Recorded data

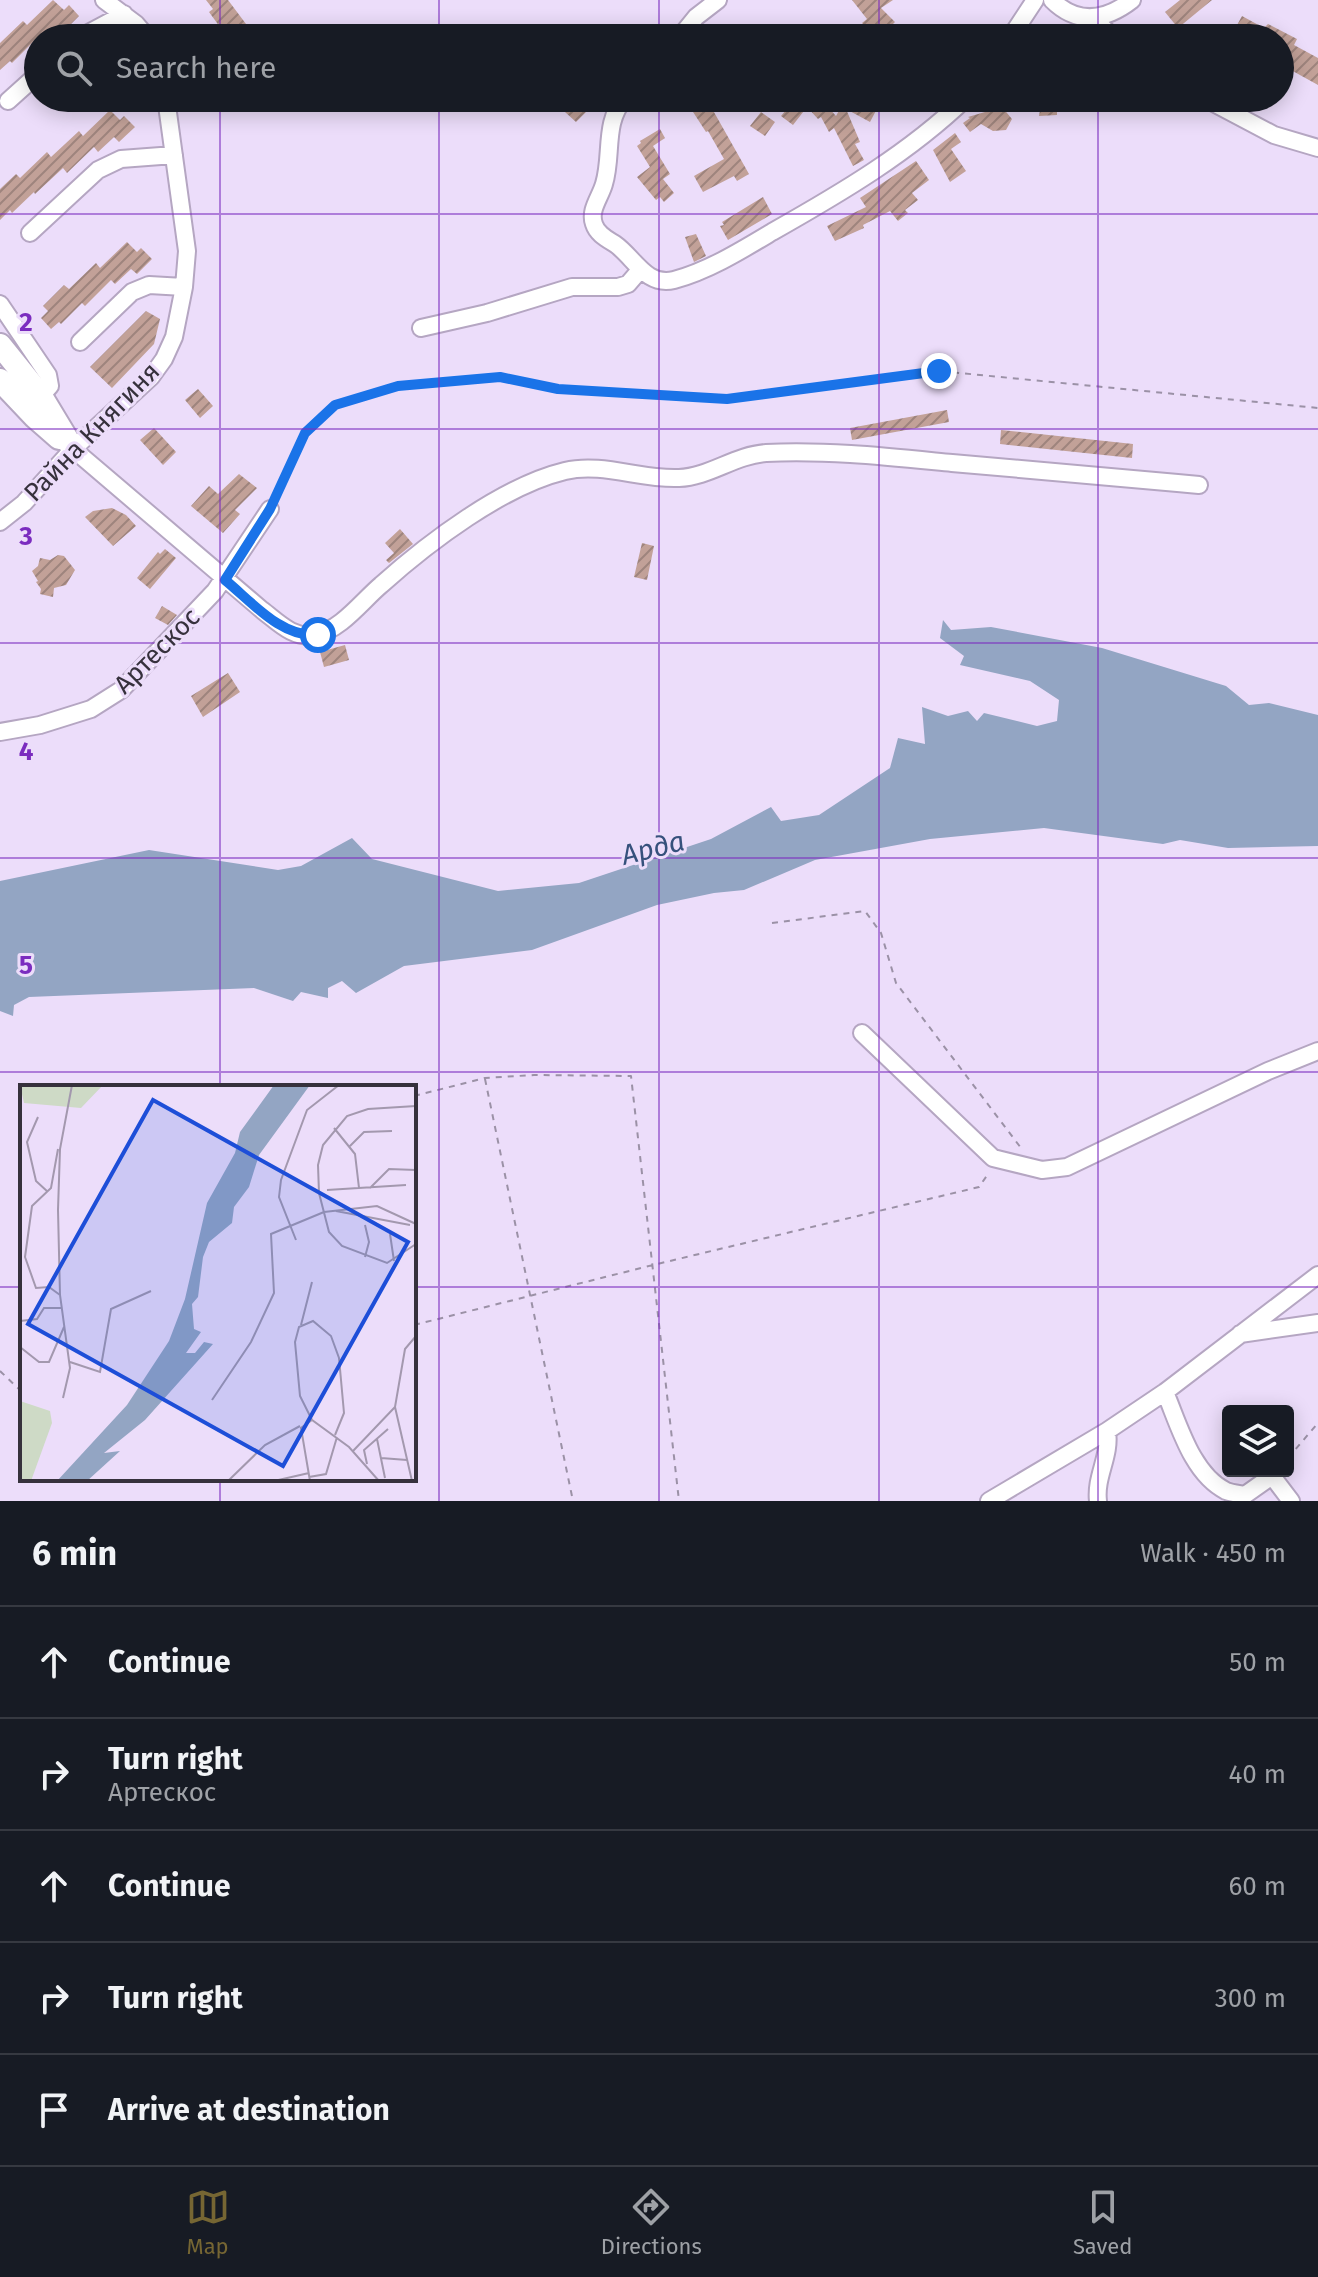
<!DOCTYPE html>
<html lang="en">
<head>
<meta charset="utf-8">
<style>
  :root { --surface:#171b24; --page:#242831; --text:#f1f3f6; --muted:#9ea1a6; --line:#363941; --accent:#766633 }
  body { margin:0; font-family:"Fira Sans",sans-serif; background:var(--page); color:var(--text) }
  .controls { position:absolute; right:24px; bottom:24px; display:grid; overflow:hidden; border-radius:8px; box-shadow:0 4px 20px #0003 }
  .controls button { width:72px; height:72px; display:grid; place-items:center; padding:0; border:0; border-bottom:2px solid var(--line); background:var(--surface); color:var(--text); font:40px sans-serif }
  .stop { position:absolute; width:24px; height:24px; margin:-18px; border:6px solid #1a73e8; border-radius:50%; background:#fff }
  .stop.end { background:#1a73e8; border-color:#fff; box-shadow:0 2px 8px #0008 }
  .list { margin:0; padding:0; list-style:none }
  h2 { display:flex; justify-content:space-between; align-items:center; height:104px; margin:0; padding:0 32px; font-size:34px }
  h2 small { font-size:26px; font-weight:400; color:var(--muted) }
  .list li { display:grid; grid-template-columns:52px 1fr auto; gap:24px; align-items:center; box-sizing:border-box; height:112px; padding:0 32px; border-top:2px solid var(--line) }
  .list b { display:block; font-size:30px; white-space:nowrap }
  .list p { margin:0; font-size:26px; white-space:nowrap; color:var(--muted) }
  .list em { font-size:26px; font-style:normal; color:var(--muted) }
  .icon { flex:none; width:44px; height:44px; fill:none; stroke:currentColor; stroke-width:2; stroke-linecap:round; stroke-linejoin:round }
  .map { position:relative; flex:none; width:1318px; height:1501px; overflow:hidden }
  .search { position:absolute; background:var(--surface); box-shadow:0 4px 20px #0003; left:24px; right:24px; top:24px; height:88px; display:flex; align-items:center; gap:20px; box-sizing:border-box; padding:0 28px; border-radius:44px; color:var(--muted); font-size:30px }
  .sheet { height:664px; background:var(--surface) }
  nav { display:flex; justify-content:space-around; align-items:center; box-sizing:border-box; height:112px; border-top:2px solid var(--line); background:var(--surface); font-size:22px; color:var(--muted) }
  nav a { display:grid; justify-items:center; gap:4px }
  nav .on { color:var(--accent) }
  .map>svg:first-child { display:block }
</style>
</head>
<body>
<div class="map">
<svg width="1318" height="1501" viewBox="0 0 1318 1501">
  <defs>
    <pattern id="building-hatch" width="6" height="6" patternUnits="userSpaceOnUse" patternTransform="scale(2)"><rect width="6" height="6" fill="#c2a198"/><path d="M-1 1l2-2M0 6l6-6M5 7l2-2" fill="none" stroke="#9e847d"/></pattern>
  </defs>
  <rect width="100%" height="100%" fill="#ecddfa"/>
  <path fill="#93a5c3" d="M943,620l8,10 40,-3 111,21 124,38 23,19 20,-2 49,12v131l-90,2 -48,-8 -17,4 -119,-16 -114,11 -115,21 -71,30 -30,3 -57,12 -125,45 -128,16 -48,27 -14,-12 -14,7v10l-27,-6 -8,9 -39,-13 -225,9 -15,8 -1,11 -13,-5v-130l149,-31 129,20 23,-4 51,-28 20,21 126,32 81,-8 132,-44 60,-32 10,14 38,-6 71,-47 8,-30 27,6 -3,-37 26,9 20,-5 9,10 7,-8 53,13 20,-5 2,-21 -29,-19 -70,-16 4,-9 -24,-18z"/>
  <path fill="url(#building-hatch)" d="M53,0l11,10 5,-5 10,11 -15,15 -5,-6 -13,13h-9l-25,25 -2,-2 -10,9v-27l23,-22 4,4z
    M206,0h22l21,28 -13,10h-8l-19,-26 4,-3z
    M852,0h41l-12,8 14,14 -8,8 9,8h-33l6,-7 -7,-8 5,-4z
    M1180,0h32l-34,28 -13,-16z
    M1242,16l22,12 4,-4 29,15 -3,6 24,13v27l-38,-21v-26h-50z
    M579,98h21l-24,24 -11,-10z
    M684,98h22l43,76 -12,7 -3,-5 -31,16 -9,-16 30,-17 -16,-28 -2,1z
    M796,98h24l16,18 10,-18h24l10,5 -10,19 -24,-13 14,33 -5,2 9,16 -11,6 -19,-38 -5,4 -8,-15 -3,2 -11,-12 -14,18 -12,-9z
    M1042,98h15v17l-18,1z
    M1002,107l10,12 -6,11 -13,1 -12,-7 -11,8 -7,-9 7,-5 -2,-1z
    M110,110l10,10 4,-4 11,11 -16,15 -5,-5 -16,15 -4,-5 -27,26 -4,-5 -28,26 -1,-2 -22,21 -2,-3 -10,10v-31l16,-15 4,4 27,-26 4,5 28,-26 4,5z
    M761,112l14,10 -10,14 -15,-10z
    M660,129l5,9 -12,8 17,28 -7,5 11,14 -10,9 -4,-5 -4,3 -19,-23 13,-10 -13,-21 4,-3 -1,-2z
    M955,133l6,9 -10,7 15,22 -16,11 -17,-32z
    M916,161l13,19 -17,13 6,7 -13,10 3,3 -10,8 -8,-10 -27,14 1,3 -29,13 -8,-15 39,-19 -6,-9z
    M763,197l9,17 -44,26 -8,-14 4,-1 -2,-3z
    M696,234l10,22 -12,6 -9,-25z
    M127,242l10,10 4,-4 11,11 -15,15 -6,-5 -16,15 -4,-4 -26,26 -3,-3 -21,21 -2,-2 -8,7 -10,-11 7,-7 -5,-5 21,-21 5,4 27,-26 4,5z
    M146,311l14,8 -6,25 -42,44 -22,-21z
    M198,389l15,17 -13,12 -15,-18z
    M947,410l2,12 -97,18 -2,-12z
    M154,428l22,24 -13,13 -23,-25z
    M1001,430l132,14 -1,14 -132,-14z
    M239,474l18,14 -22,22 5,4 -17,19 -32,-27 18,-20 9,8z
    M112,508l14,7 10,11 -23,20 -28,-29 8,-6z
    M400,529l13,15 -24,19 -3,-3 8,-7 -9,-10z
    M642,543l12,3 -7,34 -13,-3z
    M165,549l11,9 -26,31 -13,-11 21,-26 2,2z
    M58,555l6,1 11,14 -9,15 -12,3 -1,9 -13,-3 1,-5 -5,-7 2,-1 -6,-10 6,-5 2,-8 10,2z
    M162,606l15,9 -9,10 -13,-7z
    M345,645l4,15 -25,7 -4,-15z
    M228,673l12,19 -37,25 -12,-21z"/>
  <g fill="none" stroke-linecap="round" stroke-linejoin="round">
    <g stroke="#b5a6c2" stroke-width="20">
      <path id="minor" d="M104,0l32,24 12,14
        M1052,0c25,25 53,21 80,0
        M1094,19l20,19
        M79,38l45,-24
        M679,38l17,-21 22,-17
        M1010,38l25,-38
        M625,98c-22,24 -12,57 -21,86 -4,14 -15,26 -10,40 3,10 13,15 21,20 19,13 31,43 59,36 34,-9 68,-30 98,-48 69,-39 137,-79 194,-134
        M1204,98l70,37 44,13
        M8,101l30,-27
        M30,233l68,-63 23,-11 53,-4
        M0,304l48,71 2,11 -9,10
        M421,328l66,-15 85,-26h46l10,-3 12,-14
        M80,342l52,-50 17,-7 35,2
        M73,449l189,161c16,12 31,29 53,25 26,-5 47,-34 66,-50 48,-43 122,-99 184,-114 37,-9 77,9 114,7 30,-1 56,-23 87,-25 62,-3 124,4 186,10 83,7 165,14 247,22
        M0,522l24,-19 49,-54 78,-72 13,-18 10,-22 10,-50 3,-36 -21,-153
        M0,732l40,-7 51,-16 30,-19 94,-99 55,-82
        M862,1033l131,125 49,12 25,-3 201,-96 50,-20
        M1240,1334l78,-11
        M1165,1392c14,33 27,82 61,99 5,2 14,3 19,4l27,-19 19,25
        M989,1501l118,-70 58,-39 153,-117
        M1098,1501c-3,-25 13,-45 9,-70"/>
    </g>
    <g stroke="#b5a6c2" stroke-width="26">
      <path id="major" d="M0,345l41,51 32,53
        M0,380l35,37 24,21"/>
    </g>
    <path stroke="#9b91a6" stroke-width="2" stroke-dasharray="6 6" stroke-linecap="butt" d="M277,493l28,-60 30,-28 63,-19 46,-5 56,-4 58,12 169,10 212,-28 379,37
      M772,923l93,-12 16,22 15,50 125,165
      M485,1079l88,422
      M414,1096l71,-18 49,-3 97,1 48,425
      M414,1325l239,-60 326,-78 9,-13
      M0,1371l22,21
      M1288,1458l30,-35"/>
    <use href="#minor" stroke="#fff" stroke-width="16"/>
    <use href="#major" stroke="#fff" stroke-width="22"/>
  </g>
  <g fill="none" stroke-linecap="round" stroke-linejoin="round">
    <path stroke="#1a73e8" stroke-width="10" d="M318,635c-37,3 -67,-34 -93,-55l45,-71 35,-76 30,-28 63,-19 102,-9 58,12 169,10 212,-28"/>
  </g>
  <path fill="none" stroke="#7b2cbf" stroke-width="2" stroke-opacity="0.55" d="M220,0v38M439,0v38M659,0v38M879,0v38M1098,0v38M220,98v989M439,98v1403M659,98v1403M879,98v1403M1098,98v1403M0,214h1318M0,429h1318M0,643h1318M0,858h1318M0,1072h1318M0,1287h22M414,1287h904M220,1479v22"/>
  <g text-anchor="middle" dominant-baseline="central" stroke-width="6" stroke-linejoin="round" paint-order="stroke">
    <g font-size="26" fill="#36313c" stroke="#ecddfa">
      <text transform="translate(92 432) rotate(-46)">Райна Княгиня</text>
      <text transform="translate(157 651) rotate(-45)">Артескос</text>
    </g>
    <g font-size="28" font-style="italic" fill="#36517c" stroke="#ecddfa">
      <text transform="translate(653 848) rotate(-14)">Арда</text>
    </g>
  </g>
  <g transform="translate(20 1085)">
    <rect width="396" height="396" fill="#ecddfa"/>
    <path d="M0,0h83l-22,23 -57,-5zM0,316l30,10 2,12 -21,58h-11z" fill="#cedac6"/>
    <path d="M254,0h36l-51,70 -10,32 -15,20 -2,16 -23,19 -6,15 -5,40 -6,7 2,25 7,3 -15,21h9l9,-11 9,2 -68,76 -41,33 16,-2 -33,30h-30l70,-76 42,-64 16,-42 22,-96 28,-50 5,-21z" fill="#93a5c3"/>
    <path fill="none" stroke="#a398ae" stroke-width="2" d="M396,21l-48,3 -21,7 -24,29 -5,20 1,28 10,39 13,14 45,17 29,-19M18,32l-11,25 9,39 12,11M314,43l21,26 4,34M330,61l14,-14 28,-1M38,64l-7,39 -19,18 -7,51 11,31 13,-1 11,8M350,103l19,-19 27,1M307,105l79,-5M316,126l74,14M304,127l53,-6 39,18M370,149l4,27M276,155l-17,-43 2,-17 26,-70 32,-25M345,172l4,-15 -4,-17M0,236l17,-2 7,-11h17M281,240l11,-43M0,262l19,15h10l15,-35M50,277l30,10 11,-63 40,-18M43,313l7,-30 -10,-73 -2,-85 2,-61 12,-64M192,315l39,-58 23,-49 -3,-59 53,-22M375,322l17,74M292,335l-12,-24 -5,-54 4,-15 14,-6 18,15 8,22 5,55 -9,22M357,354l8,39M333,366l42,-44 10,-58 11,-13M361,373l26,2M347,379l-3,-14 24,-21M289,392l17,-3 11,-37M208,396l37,-36 35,-19M254,396l35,-8M290,396l-9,-53 11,-8 37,27 30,34"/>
    <path fill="#1d4ed8" fill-opacity="0.15" stroke="#1d4ed8" stroke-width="4" d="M133,15l255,142 -125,224 -255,-142z"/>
    <rect width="396" height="396" fill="none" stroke="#36313c" stroke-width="4"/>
  </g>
  <g font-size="26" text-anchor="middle" font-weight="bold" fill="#7b2cbf" stroke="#ecddfa" stroke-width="6" stroke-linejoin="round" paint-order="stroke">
    <text x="26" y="331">2</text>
    <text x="26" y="545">3</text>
    <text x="26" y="760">4</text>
    <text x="26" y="974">5</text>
  </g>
</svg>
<div class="controls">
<button><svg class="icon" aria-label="layers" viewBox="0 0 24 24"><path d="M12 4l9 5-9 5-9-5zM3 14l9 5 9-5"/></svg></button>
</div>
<div class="stop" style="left:318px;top:635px"></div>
<div class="stop end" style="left:939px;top:371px"></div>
<div class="search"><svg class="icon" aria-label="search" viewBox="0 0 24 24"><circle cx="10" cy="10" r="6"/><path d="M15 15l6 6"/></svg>Search here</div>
</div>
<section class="sheet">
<h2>6 min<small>Walk · 450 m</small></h2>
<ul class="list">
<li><svg class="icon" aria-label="ahead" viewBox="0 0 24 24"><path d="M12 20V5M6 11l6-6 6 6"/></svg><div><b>Continue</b></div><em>50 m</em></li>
<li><svg class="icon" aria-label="right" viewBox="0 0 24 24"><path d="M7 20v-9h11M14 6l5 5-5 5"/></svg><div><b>Turn right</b><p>Артескос</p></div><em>40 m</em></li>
<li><svg class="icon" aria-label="ahead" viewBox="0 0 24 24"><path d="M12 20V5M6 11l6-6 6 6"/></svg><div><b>Continue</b></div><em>60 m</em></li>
<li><svg class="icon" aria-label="right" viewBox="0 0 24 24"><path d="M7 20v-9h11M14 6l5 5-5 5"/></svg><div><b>Turn right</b></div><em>300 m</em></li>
<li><svg class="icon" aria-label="arrive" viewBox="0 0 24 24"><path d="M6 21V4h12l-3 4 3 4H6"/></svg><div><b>Arrive at destination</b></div></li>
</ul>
</section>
<nav>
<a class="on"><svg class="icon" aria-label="map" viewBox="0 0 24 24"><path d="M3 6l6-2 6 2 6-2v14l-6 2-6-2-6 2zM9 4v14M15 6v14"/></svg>Map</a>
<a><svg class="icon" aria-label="directions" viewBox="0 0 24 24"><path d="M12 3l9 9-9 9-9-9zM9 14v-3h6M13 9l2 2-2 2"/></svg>Directions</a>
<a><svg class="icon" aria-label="saved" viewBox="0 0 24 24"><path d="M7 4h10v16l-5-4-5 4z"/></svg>Saved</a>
</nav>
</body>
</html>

# WHAT NEEDS TO BE DONE
Give again, word for word, every line from the top of the data above to the line holding "position:absolute; width:24px; height:24px;", inclusive, with the pictures left out.

# TASK OUTPUT
<!DOCTYPE html>
<html lang="en">
<head>
<meta charset="utf-8">
<style>
  :root { --surface:#171b24; --page:#242831; --text:#f1f3f6; --muted:#9ea1a6; --line:#363941; --accent:#766633 }
  body { margin:0; font-family:"Fira Sans",sans-serif; background:var(--page); color:var(--text) }
  .controls { position:absolute; right:24px; bottom:24px; display:grid; overflow:hidden; border-radius:8px; box-shadow:0 4px 20px #0003 }
  .controls button { width:72px; height:72px; display:grid; place-items:center; padding:0; border:0; border-bottom:2px solid var(--line); background:var(--surface); color:var(--text); font:40px sans-serif }
  .stop { position:absolute; width:24px; height:24px; margin:-18px; border:6px solid #1a73e8; border-radius:50%; background:#fff }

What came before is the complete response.